Dr. Cohen-Dayag continued, "We are also encouraged by the promising rilvegostomig data presented by our partner, AstraZeneca, in 2024. Rilvegostomig is a PD-1/TIGIT bispecific antibody, the TIGIT component of which is derived from COM902. AstraZeneca is running seven Phase 3 trials with rilvegostomig across lung and gastrointestinal cancers and plans to share early data for rilvegostomig in combination with their ADCs in 2025. AstraZeneca’s broad development strategy for rilvegostomig to replace existing PD-1/PD-L1 inhibitors represents a significant potential revenue source for Compugen as we may be eligible for both future milestone payments and mid-single digit tiered royalties on future sales.

Dr. Cohen-Dayag added, "Our solid financial position with a cash runway expected to fund our operations into 2027 allows us to advance our innovative clinical and early-stage pipeline. This includes advancing the Phase 1 trial of GS-0321, a potential first-in-class anti-IL18BP licensed to Gilead, for which we received a $30 million milestone payment for achieving IND clearance in 2024. Additionally, it enables us to continue to leverage our AI/ML powered predictive computational discovery platform, UnigenTM, to accelerate our research efforts supporting our early pipeline.

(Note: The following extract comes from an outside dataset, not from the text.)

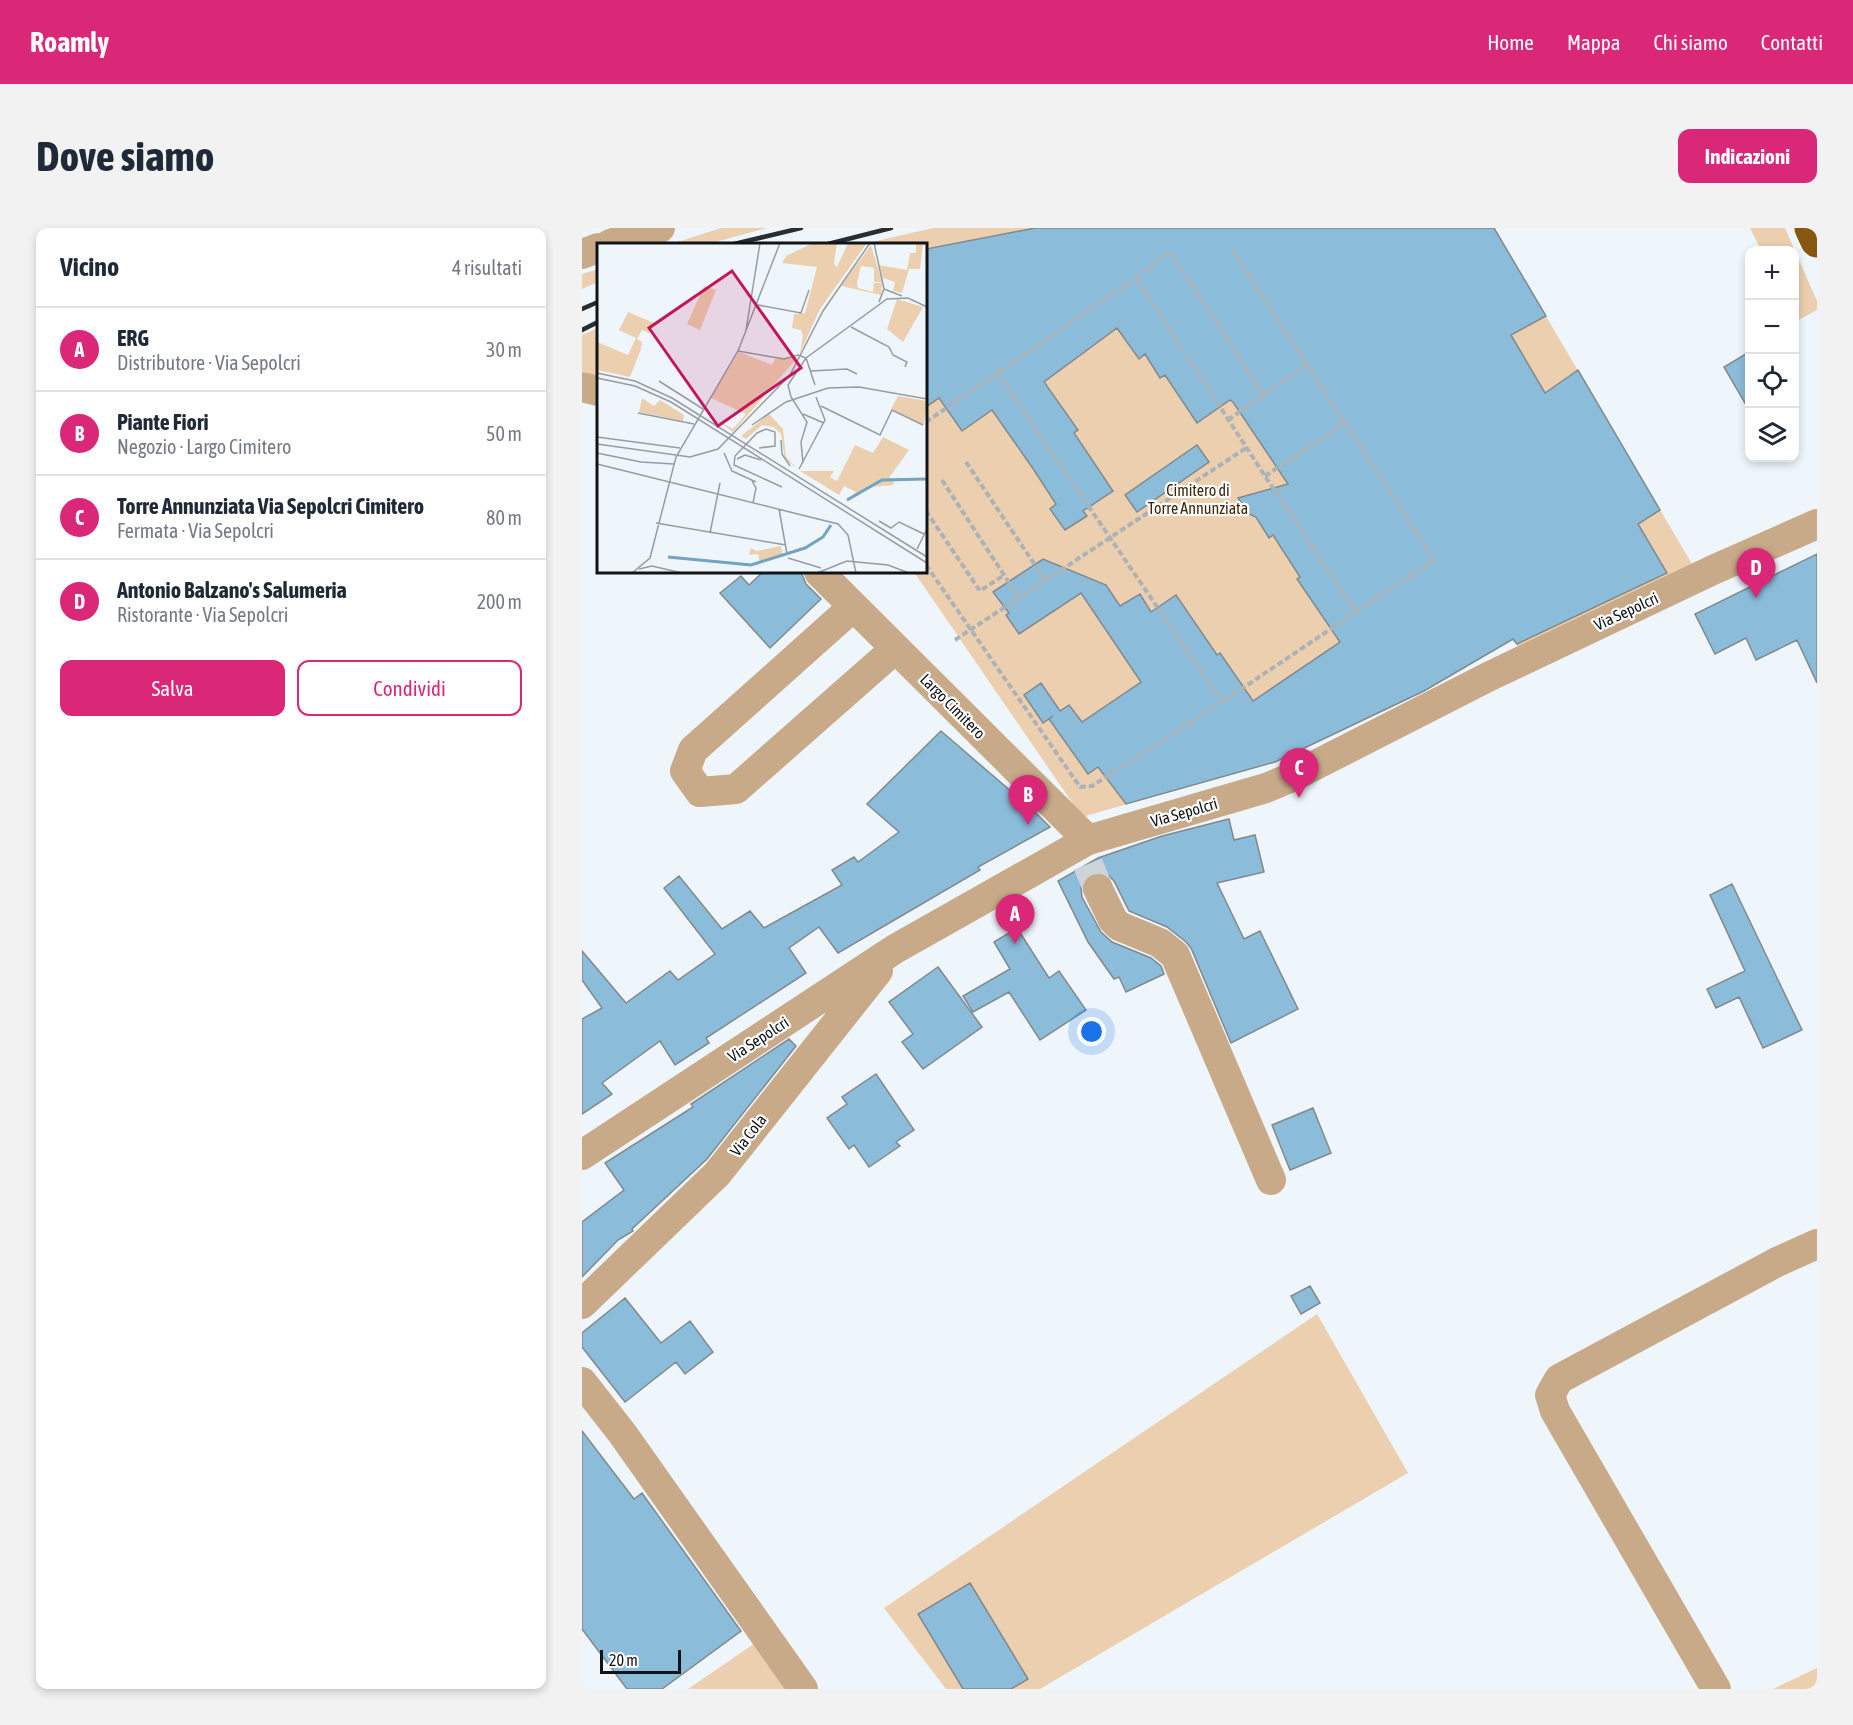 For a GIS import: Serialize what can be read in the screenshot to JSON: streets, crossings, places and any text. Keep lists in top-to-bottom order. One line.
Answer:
{"streets":{"street":["Via Sepolcri","Largo Cimitero","Via Cola"]},"crossings":[["Via Sepolcri","Largo Cimitero"],["Via Sepolcri","Via Cola"]],"parks":["Cimitero di Torre Annunziata"],"scale_bar":"20 m","page":{"header":"Roamly","nav":["Home","Mappa","Chi siamo","Contatti"],"buttons":["Indicazioni",["Salva","Condividi"]],"title":"Dove siamo","heading":["Vicino","4 risultati"],"map_buttons":["+","−"],"list":[{"mark":"A","name":"ERG","note":"Distributore · Via Sepolcri","value":"30 m"},{"mark":"B","name":"Piante Fiori","note":"Negozio · Largo Cimitero","value":"50 m"},{"mark":"C","name":"Torre Annunziata Via Sepolcri Cimitero","note":"Fermata · Via Sepolcri","value":"80 m"},{"mark":"D","name":"Antonio Balzano's Salumeria","note":"Ristorante · Via Sepolcri","value":"200 m"}],"pins":["D","C","B","A"],"scale":"20 m"}}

Our Unigen platform is validated by our multiple potential first-in-class and potential best-in-class clinical programs, as well as our partnerships with AstraZeneca and Gilead."

Next Planned Milestones

•
Q2 2025 – initiation of a randomized adaptive platform trial comparing COM701 maintenance therapy to placebo in total of 60 patients with relapsed platinum sensitive ovarian cancer
•
2025 – Compugen’s partner, AstraZeneca, plans to share early data for rilvegostomig in combination with their ADCs
•
H2 2026 – data from projected interim analysis of single agent COM701 sub-trial 1 as maintenance therapy in relapsed platinum sensitive ovarian cancer

Fourth Quarter and Full Year 2024 Financial Highlights

Cash: As of December 31, 2024, Compugen had approximately $103.3 million in cash, cash equivalents, short-term bank deposits and investment in marketable securities. The cash balance at the end of 2024 includes the receipt of the upfront payment of $60 million from Gilead for the licensing of GS-0321, the $30 million milestone payment from Gilead for IND clearance (both subject to a 15% withholding tax) and the $15 million milestone payments from AstraZeneca on dosing of the first patient in the first and second major indications for rilvegostomig Phase 3 trials.

In January and February 2025, subsequent to the financial results for the year ended December 31, 2024, a total of approximately 3.96 million shares were sold through the Company’s ATM facility contributing net proceeds of approximately $8.87 million (net of $274 thousand commission issuance expenses).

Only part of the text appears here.